Top of PROVIDED INFORMATION

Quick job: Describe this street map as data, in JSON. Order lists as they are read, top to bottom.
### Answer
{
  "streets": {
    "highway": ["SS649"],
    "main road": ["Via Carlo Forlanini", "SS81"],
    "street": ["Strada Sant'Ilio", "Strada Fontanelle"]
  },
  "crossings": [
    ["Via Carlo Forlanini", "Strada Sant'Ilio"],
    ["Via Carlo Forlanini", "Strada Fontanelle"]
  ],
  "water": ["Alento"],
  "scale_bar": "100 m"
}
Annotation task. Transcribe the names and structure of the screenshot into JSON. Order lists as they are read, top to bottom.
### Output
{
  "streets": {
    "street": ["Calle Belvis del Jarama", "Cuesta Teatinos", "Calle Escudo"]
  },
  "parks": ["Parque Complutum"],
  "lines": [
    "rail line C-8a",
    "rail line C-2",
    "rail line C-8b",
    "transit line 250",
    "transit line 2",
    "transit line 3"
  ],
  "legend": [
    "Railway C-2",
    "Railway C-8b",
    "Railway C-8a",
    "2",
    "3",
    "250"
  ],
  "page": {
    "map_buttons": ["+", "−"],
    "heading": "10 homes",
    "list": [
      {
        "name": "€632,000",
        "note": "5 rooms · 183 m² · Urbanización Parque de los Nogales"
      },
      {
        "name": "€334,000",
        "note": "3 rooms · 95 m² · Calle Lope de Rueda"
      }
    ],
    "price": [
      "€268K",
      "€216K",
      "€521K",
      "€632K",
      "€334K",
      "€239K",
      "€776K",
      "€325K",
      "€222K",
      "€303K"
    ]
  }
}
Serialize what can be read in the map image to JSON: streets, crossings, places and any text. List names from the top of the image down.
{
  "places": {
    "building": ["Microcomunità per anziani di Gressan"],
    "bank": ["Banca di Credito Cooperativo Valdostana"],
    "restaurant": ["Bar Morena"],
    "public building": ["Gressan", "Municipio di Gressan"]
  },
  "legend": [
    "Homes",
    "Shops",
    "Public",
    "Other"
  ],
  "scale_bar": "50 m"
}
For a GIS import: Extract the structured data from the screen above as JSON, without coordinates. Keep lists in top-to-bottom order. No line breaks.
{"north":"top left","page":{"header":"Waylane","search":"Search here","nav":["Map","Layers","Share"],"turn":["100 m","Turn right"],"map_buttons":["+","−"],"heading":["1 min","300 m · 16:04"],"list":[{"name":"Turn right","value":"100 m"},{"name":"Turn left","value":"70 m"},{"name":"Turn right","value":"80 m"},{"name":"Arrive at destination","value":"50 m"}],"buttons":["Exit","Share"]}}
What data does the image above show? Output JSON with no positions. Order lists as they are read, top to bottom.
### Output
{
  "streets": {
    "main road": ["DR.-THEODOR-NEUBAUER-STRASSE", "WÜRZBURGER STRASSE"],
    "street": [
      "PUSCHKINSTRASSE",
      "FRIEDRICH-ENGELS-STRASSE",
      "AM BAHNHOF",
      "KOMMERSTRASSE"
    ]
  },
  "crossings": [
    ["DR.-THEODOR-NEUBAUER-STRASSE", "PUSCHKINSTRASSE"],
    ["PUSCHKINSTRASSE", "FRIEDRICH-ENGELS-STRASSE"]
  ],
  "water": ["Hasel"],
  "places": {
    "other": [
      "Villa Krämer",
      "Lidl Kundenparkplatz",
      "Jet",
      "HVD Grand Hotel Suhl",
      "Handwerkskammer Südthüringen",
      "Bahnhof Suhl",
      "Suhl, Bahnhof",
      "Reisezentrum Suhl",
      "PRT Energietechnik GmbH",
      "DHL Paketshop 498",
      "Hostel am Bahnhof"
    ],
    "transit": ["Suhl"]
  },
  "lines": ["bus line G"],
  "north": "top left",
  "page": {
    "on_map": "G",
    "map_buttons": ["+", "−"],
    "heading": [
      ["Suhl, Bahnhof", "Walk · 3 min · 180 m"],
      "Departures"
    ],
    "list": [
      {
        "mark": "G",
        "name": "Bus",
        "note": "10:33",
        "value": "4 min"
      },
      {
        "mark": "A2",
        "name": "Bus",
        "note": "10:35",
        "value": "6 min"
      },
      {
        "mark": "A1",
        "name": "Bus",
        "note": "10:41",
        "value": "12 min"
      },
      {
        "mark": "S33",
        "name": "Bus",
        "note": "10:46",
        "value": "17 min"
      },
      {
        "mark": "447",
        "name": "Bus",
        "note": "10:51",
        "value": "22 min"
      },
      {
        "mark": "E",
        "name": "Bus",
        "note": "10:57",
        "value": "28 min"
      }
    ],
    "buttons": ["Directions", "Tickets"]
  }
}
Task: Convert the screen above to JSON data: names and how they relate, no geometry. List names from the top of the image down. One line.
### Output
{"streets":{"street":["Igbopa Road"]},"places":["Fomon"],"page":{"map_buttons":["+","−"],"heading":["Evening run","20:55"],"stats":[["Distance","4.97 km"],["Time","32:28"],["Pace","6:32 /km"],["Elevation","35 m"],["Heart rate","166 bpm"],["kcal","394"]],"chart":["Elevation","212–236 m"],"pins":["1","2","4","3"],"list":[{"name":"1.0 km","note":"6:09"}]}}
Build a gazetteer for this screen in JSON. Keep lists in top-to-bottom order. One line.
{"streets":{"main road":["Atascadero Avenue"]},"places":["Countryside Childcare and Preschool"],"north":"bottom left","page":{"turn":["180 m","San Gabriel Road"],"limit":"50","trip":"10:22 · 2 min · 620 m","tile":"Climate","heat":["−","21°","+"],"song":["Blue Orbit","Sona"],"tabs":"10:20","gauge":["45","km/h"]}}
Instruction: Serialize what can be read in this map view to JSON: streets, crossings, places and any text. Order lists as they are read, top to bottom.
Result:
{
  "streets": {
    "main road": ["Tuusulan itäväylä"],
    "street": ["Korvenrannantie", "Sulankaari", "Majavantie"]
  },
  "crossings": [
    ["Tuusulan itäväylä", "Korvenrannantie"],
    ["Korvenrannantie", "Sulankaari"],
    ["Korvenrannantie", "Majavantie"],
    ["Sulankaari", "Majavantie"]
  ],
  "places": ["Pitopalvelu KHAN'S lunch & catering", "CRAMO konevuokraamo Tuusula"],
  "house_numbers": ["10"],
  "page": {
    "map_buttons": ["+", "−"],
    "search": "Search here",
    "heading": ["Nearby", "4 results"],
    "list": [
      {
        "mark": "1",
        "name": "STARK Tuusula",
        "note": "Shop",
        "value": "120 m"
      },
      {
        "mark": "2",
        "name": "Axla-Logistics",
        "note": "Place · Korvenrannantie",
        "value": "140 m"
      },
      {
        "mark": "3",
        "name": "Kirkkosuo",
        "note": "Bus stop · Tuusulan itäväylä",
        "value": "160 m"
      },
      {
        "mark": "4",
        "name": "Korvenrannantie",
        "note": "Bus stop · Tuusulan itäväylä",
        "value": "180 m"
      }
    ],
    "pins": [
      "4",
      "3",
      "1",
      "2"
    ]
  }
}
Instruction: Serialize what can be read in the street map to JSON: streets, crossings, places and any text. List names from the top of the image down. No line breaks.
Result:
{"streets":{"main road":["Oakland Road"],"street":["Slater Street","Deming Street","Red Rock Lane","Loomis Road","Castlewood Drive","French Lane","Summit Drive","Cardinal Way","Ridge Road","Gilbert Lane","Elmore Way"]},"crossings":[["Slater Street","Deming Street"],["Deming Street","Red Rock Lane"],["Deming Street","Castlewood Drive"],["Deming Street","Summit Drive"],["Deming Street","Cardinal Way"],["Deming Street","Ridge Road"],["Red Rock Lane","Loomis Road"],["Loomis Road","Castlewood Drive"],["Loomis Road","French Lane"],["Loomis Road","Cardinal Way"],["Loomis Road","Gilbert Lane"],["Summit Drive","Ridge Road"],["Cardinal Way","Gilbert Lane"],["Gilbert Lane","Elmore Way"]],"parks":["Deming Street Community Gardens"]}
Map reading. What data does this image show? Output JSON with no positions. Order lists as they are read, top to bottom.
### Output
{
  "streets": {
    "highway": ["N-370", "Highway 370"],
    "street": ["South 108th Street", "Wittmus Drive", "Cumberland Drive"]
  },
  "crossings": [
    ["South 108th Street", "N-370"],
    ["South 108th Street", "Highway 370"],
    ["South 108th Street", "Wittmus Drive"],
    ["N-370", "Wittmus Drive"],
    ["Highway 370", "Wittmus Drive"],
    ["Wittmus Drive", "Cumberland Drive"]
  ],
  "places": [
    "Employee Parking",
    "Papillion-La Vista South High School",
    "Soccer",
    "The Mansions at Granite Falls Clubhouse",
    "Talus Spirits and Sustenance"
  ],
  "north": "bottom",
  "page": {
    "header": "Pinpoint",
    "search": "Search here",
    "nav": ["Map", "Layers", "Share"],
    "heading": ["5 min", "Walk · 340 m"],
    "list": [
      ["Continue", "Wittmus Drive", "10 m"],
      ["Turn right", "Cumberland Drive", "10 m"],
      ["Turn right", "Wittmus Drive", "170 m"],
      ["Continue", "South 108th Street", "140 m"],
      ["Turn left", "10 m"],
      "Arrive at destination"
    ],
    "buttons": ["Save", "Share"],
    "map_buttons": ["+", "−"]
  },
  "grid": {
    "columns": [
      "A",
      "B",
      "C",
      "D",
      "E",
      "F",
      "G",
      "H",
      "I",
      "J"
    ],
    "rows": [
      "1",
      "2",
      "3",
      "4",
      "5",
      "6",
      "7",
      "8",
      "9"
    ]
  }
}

Bottom of PROVIDED INFORMATION

• **AIM OF THE TASK**
Restate word for word the lines above, beginning at the first one and ending at the line that carries "Annotation task. Transcribe".

• **YOUR SOLUTION**
Quick job: Describe this street map as data, in JSON. Order lists as they are read, top to bottom.
### Answer
{
  "streets": {
    "highway": ["SS649"],
    "main road": ["Via Carlo Forlanini", "SS81"],
    "street": ["Strada Sant'Ilio", "Strada Fontanelle"]
  },
  "crossings": [
    ["Via Carlo Forlanini", "Strada Sant'Ilio"],
    ["Via Carlo Forlanini", "Strada Fontanelle"]
  ],
  "water": ["Alento"],
  "scale_bar": "100 m"
}
Annotation task. Transcribe the names and structure of the screenshot into JSON. Order lists as they are read, top to bottom.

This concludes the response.